## [Problem to solve]
Extract all lines from the data beneath that include the word "service".
*** Opening Supplied records ***
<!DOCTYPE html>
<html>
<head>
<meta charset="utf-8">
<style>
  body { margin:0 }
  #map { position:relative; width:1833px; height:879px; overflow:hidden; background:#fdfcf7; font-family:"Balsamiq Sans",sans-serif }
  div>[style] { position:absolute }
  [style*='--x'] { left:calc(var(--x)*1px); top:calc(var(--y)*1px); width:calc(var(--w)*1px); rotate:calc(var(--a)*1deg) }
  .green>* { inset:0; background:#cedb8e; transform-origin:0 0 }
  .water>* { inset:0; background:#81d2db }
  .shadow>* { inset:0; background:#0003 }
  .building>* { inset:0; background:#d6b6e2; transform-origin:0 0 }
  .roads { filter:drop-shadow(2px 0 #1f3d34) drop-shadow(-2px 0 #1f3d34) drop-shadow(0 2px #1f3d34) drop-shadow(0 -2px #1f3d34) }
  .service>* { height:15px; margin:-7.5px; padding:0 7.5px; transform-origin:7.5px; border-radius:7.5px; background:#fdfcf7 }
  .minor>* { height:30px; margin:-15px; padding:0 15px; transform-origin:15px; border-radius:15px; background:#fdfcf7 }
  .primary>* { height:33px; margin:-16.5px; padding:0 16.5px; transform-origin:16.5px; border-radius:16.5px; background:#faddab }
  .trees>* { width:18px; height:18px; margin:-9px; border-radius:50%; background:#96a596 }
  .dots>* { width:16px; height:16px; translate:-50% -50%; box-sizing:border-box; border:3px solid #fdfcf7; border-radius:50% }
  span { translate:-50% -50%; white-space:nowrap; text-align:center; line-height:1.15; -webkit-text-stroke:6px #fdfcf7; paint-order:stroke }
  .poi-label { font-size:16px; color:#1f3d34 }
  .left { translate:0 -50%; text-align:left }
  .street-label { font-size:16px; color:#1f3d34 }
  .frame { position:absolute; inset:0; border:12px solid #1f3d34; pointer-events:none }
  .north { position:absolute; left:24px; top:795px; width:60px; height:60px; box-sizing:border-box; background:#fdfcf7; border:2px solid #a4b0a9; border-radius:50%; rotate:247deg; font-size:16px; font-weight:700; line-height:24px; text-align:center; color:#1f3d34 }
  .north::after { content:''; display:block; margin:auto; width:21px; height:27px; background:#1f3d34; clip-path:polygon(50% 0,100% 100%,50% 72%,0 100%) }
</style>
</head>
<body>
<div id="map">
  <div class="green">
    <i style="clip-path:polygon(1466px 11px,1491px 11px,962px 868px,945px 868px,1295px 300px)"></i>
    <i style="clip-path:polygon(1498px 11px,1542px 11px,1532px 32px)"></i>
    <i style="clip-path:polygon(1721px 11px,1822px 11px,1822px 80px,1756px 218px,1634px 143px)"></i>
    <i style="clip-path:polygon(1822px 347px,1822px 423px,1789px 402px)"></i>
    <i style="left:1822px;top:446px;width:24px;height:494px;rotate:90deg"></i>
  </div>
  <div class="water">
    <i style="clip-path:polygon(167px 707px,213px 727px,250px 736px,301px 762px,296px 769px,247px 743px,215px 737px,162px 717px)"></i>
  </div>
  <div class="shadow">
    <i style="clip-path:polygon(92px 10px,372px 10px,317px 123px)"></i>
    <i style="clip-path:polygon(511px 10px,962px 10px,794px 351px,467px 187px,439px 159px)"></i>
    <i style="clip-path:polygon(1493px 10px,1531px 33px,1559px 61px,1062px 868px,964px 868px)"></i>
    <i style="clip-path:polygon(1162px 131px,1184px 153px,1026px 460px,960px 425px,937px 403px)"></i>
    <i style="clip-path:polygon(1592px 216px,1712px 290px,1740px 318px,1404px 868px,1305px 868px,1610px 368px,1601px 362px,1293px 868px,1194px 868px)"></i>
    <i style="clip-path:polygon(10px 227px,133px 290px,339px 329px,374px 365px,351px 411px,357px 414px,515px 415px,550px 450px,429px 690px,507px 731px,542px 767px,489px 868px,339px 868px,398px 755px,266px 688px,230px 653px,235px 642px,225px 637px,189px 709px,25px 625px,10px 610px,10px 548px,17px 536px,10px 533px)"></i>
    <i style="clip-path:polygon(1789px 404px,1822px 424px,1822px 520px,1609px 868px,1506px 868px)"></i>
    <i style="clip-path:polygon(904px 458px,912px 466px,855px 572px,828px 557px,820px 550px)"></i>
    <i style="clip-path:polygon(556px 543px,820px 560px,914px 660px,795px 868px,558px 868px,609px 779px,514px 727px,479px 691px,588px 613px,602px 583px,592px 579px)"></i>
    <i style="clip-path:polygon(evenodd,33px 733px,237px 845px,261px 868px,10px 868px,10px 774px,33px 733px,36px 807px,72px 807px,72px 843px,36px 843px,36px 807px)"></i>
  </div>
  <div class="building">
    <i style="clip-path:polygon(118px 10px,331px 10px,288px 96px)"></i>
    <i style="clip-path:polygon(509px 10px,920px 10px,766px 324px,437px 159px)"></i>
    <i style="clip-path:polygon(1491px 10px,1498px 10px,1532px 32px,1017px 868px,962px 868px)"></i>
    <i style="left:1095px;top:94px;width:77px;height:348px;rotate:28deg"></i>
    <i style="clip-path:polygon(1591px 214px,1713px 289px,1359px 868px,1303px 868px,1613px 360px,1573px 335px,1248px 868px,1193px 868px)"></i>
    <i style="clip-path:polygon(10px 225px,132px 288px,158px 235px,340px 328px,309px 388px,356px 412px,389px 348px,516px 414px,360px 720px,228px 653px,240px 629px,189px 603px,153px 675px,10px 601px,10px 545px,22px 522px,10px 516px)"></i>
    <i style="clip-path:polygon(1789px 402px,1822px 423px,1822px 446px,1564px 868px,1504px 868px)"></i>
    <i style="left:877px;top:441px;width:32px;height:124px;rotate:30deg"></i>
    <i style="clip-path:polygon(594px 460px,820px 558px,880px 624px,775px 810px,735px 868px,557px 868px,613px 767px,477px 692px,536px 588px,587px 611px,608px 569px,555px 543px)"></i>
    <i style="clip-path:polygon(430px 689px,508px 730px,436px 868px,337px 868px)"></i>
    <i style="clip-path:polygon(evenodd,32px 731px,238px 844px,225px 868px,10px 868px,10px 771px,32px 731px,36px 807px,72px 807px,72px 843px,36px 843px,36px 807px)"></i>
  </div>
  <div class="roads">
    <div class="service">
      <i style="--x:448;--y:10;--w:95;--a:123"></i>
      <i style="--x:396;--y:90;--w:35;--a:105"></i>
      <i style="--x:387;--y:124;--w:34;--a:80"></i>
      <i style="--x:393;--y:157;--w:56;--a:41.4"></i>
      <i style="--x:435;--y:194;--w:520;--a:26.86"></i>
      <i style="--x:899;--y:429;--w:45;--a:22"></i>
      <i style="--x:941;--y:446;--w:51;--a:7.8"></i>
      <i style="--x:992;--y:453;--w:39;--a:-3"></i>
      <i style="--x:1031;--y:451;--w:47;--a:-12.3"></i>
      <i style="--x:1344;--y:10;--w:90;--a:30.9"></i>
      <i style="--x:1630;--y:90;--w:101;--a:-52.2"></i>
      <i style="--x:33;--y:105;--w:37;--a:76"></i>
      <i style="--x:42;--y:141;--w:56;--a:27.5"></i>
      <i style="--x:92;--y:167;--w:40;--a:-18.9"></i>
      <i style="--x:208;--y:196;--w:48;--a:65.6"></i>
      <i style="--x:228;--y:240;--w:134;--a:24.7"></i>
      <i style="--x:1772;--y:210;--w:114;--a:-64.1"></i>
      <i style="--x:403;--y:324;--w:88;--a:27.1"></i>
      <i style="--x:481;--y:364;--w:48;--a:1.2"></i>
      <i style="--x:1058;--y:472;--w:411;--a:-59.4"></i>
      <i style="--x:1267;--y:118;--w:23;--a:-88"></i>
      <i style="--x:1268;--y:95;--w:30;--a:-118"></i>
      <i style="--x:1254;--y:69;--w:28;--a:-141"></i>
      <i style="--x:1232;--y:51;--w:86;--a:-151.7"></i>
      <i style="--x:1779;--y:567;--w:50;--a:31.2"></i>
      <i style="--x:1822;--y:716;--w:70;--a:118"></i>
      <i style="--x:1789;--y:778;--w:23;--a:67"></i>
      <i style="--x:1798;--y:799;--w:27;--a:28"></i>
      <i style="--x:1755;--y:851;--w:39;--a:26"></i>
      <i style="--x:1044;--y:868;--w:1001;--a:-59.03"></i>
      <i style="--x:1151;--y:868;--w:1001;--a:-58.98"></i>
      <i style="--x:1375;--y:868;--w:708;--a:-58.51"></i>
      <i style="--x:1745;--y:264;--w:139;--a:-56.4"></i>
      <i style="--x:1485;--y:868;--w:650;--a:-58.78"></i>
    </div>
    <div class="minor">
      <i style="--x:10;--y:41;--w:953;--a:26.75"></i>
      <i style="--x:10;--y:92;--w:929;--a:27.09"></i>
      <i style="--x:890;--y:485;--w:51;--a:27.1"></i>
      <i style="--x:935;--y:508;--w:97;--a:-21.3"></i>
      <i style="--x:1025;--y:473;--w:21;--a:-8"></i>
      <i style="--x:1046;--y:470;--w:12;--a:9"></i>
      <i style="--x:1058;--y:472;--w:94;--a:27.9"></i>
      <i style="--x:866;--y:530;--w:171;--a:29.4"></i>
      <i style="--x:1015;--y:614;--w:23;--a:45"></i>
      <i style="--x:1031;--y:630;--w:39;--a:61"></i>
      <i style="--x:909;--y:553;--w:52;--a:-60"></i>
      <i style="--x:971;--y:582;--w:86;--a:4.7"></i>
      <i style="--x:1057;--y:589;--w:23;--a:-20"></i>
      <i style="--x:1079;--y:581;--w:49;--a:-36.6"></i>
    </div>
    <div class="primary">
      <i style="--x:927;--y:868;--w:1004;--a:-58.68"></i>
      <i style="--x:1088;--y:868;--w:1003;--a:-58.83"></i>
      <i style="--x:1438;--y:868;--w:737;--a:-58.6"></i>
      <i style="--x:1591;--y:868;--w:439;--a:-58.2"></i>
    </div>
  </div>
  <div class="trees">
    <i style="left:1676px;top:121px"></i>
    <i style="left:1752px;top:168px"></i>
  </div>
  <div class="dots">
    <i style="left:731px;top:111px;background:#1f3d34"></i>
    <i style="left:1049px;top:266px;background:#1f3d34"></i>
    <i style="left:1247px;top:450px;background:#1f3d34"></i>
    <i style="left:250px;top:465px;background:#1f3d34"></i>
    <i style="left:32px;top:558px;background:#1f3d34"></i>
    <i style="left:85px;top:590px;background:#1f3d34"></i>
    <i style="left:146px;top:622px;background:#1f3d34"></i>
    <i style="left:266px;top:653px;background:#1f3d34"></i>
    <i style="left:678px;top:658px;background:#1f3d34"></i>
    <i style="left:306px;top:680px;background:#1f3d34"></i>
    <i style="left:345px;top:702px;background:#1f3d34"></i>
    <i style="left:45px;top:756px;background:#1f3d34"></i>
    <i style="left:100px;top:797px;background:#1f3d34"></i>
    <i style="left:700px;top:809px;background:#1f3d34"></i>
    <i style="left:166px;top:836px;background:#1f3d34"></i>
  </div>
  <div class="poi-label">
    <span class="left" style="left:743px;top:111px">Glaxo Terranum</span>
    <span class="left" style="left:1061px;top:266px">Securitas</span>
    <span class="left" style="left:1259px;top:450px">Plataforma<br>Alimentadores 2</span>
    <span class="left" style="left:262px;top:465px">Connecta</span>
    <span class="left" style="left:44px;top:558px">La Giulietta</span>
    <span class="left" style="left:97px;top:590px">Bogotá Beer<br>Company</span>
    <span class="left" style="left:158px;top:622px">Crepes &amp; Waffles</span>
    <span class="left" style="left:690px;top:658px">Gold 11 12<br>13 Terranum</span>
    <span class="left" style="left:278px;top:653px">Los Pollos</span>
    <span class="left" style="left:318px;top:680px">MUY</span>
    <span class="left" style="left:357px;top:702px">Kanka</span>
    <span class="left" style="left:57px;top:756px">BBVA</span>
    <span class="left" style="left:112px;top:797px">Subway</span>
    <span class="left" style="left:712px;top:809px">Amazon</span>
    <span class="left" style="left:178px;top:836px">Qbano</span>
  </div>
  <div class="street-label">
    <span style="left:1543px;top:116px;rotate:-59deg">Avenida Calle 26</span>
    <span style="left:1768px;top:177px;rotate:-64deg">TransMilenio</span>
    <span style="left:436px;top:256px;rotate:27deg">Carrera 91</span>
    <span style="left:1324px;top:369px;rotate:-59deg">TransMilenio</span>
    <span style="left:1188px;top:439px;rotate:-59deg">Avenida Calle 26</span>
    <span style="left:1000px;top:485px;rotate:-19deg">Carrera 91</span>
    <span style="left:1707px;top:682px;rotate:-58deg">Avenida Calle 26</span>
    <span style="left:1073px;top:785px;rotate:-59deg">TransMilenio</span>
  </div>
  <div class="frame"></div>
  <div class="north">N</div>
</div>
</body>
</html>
*** Closing Supplied records ***
## [Completed task]
  .service>* { height:15px; margin:-7.5px; padding:0 7.5px; transform-origin:7.5px; border-radius:7.5px; background:#fdfcf7 }
    <div class="service">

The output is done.